++++ Records supplied

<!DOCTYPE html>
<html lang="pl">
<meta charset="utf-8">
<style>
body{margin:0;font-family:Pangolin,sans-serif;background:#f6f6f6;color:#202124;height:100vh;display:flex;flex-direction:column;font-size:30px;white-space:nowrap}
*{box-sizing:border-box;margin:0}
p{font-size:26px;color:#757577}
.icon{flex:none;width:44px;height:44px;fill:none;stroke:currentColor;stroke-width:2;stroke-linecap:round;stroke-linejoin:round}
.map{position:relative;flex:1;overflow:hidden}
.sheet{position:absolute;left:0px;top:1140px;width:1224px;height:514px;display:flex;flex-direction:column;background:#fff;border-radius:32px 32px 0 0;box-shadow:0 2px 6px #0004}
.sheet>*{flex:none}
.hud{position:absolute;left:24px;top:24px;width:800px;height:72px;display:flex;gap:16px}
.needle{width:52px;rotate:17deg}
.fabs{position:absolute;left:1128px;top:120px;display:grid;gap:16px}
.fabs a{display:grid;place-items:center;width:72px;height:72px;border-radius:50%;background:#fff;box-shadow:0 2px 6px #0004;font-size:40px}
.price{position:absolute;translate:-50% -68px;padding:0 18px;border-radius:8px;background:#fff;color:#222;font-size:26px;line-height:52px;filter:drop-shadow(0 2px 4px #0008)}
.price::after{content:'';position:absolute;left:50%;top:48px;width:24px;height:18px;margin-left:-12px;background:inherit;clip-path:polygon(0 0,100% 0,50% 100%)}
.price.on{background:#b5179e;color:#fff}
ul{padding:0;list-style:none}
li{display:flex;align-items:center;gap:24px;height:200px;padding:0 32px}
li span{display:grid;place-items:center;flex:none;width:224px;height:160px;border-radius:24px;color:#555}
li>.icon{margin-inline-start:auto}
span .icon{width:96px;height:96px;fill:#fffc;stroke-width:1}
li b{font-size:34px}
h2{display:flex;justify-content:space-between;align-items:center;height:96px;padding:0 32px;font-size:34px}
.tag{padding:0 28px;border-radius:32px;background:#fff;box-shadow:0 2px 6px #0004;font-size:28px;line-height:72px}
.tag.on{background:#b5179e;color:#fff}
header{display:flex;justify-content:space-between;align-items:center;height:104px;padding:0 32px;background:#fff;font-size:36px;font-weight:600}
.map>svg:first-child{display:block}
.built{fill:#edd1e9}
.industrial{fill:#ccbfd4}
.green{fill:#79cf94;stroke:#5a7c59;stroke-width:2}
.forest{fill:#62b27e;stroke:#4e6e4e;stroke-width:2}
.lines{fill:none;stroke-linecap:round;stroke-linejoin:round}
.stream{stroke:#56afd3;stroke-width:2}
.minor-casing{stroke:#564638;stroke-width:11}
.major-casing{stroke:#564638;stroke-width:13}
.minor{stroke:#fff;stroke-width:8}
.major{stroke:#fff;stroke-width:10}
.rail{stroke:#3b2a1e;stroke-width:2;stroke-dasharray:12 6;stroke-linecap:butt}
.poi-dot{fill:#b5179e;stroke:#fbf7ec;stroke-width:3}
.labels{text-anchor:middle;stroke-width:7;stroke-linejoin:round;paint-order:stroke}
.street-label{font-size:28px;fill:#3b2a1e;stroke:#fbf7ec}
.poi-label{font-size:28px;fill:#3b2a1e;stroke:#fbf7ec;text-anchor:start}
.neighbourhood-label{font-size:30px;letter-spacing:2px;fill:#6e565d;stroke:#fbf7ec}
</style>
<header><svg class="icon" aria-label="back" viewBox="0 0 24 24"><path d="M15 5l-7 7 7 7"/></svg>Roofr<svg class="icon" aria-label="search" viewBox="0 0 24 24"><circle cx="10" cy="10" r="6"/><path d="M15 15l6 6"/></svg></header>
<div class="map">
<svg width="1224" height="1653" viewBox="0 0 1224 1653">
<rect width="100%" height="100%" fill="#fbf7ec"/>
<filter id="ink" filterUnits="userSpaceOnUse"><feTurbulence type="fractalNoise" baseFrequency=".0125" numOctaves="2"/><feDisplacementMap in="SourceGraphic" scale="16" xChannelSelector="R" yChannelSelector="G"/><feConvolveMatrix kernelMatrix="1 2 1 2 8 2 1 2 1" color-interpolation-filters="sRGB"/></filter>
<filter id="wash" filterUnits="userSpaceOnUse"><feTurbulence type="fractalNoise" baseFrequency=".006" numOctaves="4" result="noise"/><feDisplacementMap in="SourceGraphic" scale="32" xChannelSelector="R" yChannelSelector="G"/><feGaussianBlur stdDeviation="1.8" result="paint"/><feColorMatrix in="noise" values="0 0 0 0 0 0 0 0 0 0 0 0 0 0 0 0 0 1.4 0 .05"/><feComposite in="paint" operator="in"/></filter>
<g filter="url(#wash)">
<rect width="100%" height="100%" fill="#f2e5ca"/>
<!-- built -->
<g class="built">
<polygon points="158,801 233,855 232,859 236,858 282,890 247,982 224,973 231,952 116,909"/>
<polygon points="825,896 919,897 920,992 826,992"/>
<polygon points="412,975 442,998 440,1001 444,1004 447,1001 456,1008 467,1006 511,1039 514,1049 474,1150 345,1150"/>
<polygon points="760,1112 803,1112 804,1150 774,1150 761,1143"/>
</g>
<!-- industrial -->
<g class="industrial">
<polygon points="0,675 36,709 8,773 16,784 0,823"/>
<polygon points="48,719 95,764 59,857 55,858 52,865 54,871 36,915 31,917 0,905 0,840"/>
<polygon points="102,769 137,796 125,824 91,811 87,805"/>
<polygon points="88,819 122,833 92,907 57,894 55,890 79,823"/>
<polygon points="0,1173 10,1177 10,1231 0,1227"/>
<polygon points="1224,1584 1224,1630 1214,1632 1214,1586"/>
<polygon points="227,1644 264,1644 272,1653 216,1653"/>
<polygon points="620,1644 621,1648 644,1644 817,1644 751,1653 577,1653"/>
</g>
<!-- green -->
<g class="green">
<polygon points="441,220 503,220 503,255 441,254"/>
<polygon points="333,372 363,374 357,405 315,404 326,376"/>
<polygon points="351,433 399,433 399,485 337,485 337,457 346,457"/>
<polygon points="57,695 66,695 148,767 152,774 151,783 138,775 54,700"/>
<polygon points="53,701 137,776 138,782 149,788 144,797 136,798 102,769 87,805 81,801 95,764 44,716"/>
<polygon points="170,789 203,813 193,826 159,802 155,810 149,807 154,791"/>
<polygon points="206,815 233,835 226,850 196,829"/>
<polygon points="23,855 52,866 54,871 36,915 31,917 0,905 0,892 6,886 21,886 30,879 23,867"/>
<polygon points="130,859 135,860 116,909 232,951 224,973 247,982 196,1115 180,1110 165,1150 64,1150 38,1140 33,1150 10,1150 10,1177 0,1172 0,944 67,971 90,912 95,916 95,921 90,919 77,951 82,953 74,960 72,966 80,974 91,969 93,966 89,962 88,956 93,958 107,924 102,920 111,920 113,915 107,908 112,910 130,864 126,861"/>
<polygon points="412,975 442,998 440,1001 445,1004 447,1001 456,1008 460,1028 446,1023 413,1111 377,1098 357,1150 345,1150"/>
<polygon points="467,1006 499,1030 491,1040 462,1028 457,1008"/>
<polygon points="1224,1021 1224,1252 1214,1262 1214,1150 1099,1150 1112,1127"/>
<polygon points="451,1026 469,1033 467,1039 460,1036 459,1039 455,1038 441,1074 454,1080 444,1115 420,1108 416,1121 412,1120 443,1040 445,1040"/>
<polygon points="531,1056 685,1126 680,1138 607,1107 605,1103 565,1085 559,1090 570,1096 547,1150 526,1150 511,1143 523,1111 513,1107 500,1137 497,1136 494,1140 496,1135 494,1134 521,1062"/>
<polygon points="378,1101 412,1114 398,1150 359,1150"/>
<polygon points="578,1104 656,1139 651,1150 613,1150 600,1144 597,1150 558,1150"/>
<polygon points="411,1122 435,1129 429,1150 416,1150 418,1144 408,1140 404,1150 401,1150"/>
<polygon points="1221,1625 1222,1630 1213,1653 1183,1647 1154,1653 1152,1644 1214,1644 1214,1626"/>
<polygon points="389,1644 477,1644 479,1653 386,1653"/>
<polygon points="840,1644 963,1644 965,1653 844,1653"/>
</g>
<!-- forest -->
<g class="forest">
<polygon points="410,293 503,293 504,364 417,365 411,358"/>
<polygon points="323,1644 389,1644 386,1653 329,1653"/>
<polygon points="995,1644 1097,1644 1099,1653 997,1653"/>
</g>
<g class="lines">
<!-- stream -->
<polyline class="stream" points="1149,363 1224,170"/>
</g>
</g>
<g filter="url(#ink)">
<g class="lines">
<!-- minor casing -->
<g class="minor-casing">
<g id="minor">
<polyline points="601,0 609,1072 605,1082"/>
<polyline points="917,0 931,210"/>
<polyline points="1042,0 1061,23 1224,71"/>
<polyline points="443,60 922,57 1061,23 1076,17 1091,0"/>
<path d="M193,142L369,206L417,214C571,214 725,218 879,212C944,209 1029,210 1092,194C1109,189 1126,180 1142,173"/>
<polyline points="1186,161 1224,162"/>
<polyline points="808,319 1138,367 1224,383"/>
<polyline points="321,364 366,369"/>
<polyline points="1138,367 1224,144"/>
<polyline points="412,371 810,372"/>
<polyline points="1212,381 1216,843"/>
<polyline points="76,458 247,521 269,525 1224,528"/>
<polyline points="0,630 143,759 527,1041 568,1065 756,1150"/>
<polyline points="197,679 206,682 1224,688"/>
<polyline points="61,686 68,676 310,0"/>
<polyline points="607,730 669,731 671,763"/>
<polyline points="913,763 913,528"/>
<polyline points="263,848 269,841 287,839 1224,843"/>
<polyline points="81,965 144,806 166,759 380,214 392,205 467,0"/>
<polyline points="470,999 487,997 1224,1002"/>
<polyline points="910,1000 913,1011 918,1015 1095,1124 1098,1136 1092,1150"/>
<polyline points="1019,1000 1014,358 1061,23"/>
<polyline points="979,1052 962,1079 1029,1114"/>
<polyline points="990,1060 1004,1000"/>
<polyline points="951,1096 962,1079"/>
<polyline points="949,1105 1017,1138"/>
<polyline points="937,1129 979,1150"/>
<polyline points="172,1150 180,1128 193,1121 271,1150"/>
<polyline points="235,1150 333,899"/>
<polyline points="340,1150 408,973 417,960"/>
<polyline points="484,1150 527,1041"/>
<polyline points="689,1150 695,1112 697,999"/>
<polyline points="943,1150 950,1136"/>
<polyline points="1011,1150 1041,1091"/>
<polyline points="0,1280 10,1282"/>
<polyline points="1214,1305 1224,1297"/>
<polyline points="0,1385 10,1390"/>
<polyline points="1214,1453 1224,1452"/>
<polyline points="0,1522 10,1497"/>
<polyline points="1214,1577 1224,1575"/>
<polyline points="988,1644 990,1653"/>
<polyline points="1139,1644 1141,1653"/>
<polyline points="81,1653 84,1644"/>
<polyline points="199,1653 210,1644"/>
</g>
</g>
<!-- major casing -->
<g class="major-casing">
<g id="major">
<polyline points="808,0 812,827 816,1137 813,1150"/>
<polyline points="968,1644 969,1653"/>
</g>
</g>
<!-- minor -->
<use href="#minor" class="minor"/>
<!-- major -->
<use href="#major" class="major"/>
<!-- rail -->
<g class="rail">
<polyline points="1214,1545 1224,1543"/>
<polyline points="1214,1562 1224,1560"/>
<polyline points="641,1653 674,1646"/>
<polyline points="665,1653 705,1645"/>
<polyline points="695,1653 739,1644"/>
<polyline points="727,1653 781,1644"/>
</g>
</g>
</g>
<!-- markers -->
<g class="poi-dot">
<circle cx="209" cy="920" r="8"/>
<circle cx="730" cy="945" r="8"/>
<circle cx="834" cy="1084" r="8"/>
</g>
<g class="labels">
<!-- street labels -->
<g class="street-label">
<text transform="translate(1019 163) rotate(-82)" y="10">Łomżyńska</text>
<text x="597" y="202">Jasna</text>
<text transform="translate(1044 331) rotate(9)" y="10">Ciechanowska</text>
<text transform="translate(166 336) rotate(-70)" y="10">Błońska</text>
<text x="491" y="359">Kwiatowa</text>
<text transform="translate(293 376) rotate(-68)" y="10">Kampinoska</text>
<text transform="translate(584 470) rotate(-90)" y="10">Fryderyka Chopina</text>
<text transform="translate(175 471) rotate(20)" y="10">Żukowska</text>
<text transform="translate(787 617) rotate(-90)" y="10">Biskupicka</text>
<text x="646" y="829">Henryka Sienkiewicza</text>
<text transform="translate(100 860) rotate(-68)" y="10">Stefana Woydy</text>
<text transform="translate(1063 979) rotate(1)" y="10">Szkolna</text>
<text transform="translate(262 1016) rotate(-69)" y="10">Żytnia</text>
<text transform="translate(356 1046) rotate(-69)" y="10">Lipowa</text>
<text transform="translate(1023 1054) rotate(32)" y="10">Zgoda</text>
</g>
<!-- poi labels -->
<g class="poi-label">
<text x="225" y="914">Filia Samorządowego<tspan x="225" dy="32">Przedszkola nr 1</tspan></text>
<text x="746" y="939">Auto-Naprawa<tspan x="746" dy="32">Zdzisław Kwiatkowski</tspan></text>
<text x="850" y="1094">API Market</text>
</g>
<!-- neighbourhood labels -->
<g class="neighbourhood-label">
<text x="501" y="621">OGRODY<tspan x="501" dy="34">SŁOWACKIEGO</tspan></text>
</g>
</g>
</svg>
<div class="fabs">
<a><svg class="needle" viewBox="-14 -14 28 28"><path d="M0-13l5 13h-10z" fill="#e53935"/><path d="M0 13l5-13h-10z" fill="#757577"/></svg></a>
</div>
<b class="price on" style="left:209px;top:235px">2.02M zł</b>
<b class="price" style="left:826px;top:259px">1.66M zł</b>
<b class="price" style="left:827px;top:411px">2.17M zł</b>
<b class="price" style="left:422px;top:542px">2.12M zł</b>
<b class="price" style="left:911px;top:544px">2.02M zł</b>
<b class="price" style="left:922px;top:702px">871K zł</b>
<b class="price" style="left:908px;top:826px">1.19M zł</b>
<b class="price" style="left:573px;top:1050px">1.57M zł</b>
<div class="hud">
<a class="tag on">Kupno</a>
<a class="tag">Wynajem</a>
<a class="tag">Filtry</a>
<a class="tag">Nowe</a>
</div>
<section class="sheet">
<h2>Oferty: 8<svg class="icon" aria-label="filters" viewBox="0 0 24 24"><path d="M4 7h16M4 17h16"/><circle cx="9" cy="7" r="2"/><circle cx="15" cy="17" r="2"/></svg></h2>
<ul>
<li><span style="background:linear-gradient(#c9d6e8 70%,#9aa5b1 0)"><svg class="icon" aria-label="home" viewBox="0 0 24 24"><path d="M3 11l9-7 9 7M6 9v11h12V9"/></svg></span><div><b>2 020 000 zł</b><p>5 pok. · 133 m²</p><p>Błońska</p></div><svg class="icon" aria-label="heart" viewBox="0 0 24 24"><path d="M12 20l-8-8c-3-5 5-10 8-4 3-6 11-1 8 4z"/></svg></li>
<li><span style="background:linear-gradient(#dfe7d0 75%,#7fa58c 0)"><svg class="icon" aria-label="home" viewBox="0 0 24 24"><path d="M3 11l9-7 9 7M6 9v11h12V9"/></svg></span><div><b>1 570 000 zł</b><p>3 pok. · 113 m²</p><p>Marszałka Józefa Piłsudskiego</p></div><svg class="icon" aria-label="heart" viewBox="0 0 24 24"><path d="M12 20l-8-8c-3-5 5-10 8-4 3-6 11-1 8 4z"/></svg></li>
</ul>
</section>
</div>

++++++++

Exercise: The answer must consist of every line from the records above that holds "absolute".

Exercise response:
.sheet{position:absolute;left:0px;top:1140px;width:1224px;height:514px;display:flex;flex-direction:column;background:#fff;border-radius:32px 32px 0 0;box-shadow:0 2px 6px #0004}
.hud{position:absolute;left:24px;top:24px;width:800px;height:72px;display:flex;gap:16px}
.fabs{position:absolute;left:1128px;top:120px;display:grid;gap:16px}
.price{position:absolute;translate:-50% -68px;padding:0 18px;border-radius:8px;background:#fff;color:#222;font-size:26px;line-height:52px;filter:drop-shadow(0 2px 4px #0008)}
.price::after{content:'';position:absolute;left:50%;top:48px;width:24px;height:18px;margin-left:-12px;background:inherit;clip-path:polygon(0 0,100% 0,50% 100%)}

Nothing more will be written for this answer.